• [WHAT THE TASK ASKS]:
Copy every line of the material precisely.

• [MATERIALS PROVIDED]:
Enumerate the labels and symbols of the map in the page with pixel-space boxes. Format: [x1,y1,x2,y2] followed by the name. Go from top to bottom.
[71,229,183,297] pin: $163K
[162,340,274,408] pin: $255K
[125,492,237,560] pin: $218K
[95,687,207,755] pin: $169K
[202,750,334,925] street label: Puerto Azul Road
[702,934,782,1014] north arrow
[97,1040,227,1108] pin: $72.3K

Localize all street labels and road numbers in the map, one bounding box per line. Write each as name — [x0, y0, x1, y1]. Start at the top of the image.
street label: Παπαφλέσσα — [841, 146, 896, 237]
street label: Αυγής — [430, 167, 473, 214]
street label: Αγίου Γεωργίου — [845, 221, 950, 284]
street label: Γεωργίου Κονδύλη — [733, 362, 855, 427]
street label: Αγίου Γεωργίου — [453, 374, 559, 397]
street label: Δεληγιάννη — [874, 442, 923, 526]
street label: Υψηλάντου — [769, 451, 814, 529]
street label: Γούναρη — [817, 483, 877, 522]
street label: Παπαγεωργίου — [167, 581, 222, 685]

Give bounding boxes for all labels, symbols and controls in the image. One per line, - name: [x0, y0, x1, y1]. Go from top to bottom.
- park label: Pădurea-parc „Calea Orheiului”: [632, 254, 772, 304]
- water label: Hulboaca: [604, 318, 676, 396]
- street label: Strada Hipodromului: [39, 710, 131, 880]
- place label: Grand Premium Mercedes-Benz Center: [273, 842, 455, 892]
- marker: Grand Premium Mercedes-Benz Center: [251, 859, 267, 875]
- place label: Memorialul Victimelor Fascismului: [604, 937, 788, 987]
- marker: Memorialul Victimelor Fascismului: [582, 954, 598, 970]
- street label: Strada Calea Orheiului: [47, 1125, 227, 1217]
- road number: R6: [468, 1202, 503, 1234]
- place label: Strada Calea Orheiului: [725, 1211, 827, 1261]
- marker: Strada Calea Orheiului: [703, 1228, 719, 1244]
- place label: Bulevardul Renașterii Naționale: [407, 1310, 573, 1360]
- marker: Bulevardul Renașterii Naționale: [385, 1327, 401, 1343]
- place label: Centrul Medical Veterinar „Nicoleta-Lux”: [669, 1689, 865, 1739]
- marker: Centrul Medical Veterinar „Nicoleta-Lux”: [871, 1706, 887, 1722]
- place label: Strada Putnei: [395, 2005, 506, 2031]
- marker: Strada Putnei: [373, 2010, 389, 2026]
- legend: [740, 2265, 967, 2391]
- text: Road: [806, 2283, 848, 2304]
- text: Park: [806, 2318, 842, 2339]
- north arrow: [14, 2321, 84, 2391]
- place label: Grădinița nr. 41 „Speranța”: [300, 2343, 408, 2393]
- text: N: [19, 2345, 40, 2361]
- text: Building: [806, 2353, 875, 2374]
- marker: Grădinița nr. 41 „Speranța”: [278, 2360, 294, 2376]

• [COMPLETED EXERCISE]:
Enumerate the labels and symbols of the map in the page with pixel-space boxes. Format: [x1,y1,x2,y2] followed by the name. Go from top to bottom.
[71,229,183,297] pin: $163K
[162,340,274,408] pin: $255K
[125,492,237,560] pin: $218K
[95,687,207,755] pin: $169K
[202,750,334,925] street label: Puerto Azul Road
[702,934,782,1014] north arrow
[97,1040,227,1108] pin: $72.3K

Localize all street labels and road numbers in the map, one bounding box per line. Write each as name — [x0, y0, x1, y1]. Start at the top of the image.
street label: Παπαφλέσσα — [841, 146, 896, 237]
street label: Αυγής — [430, 167, 473, 214]
street label: Αγίου Γεωργίου — [845, 221, 950, 284]
street label: Γεωργίου Κονδύλη — [733, 362, 855, 427]
street label: Αγίου Γεωργίου — [453, 374, 559, 397]
street label: Δεληγιάννη — [874, 442, 923, 526]
street label: Υψηλάντου — [769, 451, 814, 529]
street label: Γούναρη — [817, 483, 877, 522]
street label: Παπαγεωργίου — [167, 581, 222, 685]

Give bounding boxes for all labels, symbols and controls in the image. One per line, - name: [x0, y0, x1, y1]. Go from top to bottom.
- park label: Pădurea-parc „Calea Orheiului”: [632, 254, 772, 304]
- water label: Hulboaca: [604, 318, 676, 396]
- street label: Strada Hipodromului: [39, 710, 131, 880]
- place label: Grand Premium Mercedes-Benz Center: [273, 842, 455, 892]
- marker: Grand Premium Mercedes-Benz Center: [251, 859, 267, 875]
- place label: Memorialul Victimelor Fascismului: [604, 937, 788, 987]
- marker: Memorialul Victimelor Fascismului: [582, 954, 598, 970]
- street label: Strada Calea Orheiului: [47, 1125, 227, 1217]
- road number: R6: [468, 1202, 503, 1234]
- place label: Strada Calea Orheiului: [725, 1211, 827, 1261]
- marker: Strada Calea Orheiului: [703, 1228, 719, 1244]
- place label: Bulevardul Renașterii Naționale: [407, 1310, 573, 1360]
- marker: Bulevardul Renașterii Naționale: [385, 1327, 401, 1343]
- place label: Centrul Medical Veterinar „Nicoleta-Lux”: [669, 1689, 865, 1739]
- marker: Centrul Medical Veterinar „Nicoleta-Lux”: [871, 1706, 887, 1722]
- place label: Strada Putnei: [395, 2005, 506, 2031]
- marker: Strada Putnei: [373, 2010, 389, 2026]
- legend: [740, 2265, 967, 2391]
- text: Road: [806, 2283, 848, 2304]
- text: Park: [806, 2318, 842, 2339]
- north arrow: [14, 2321, 84, 2391]
- place label: Grădinița nr. 41 „Speranța”: [300, 2343, 408, 2393]
- text: N: [19, 2345, 40, 2361]
- text: Building: [806, 2353, 875, 2374]
- marker: Grădinița nr. 41 „Speranța”: [278, 2360, 294, 2376]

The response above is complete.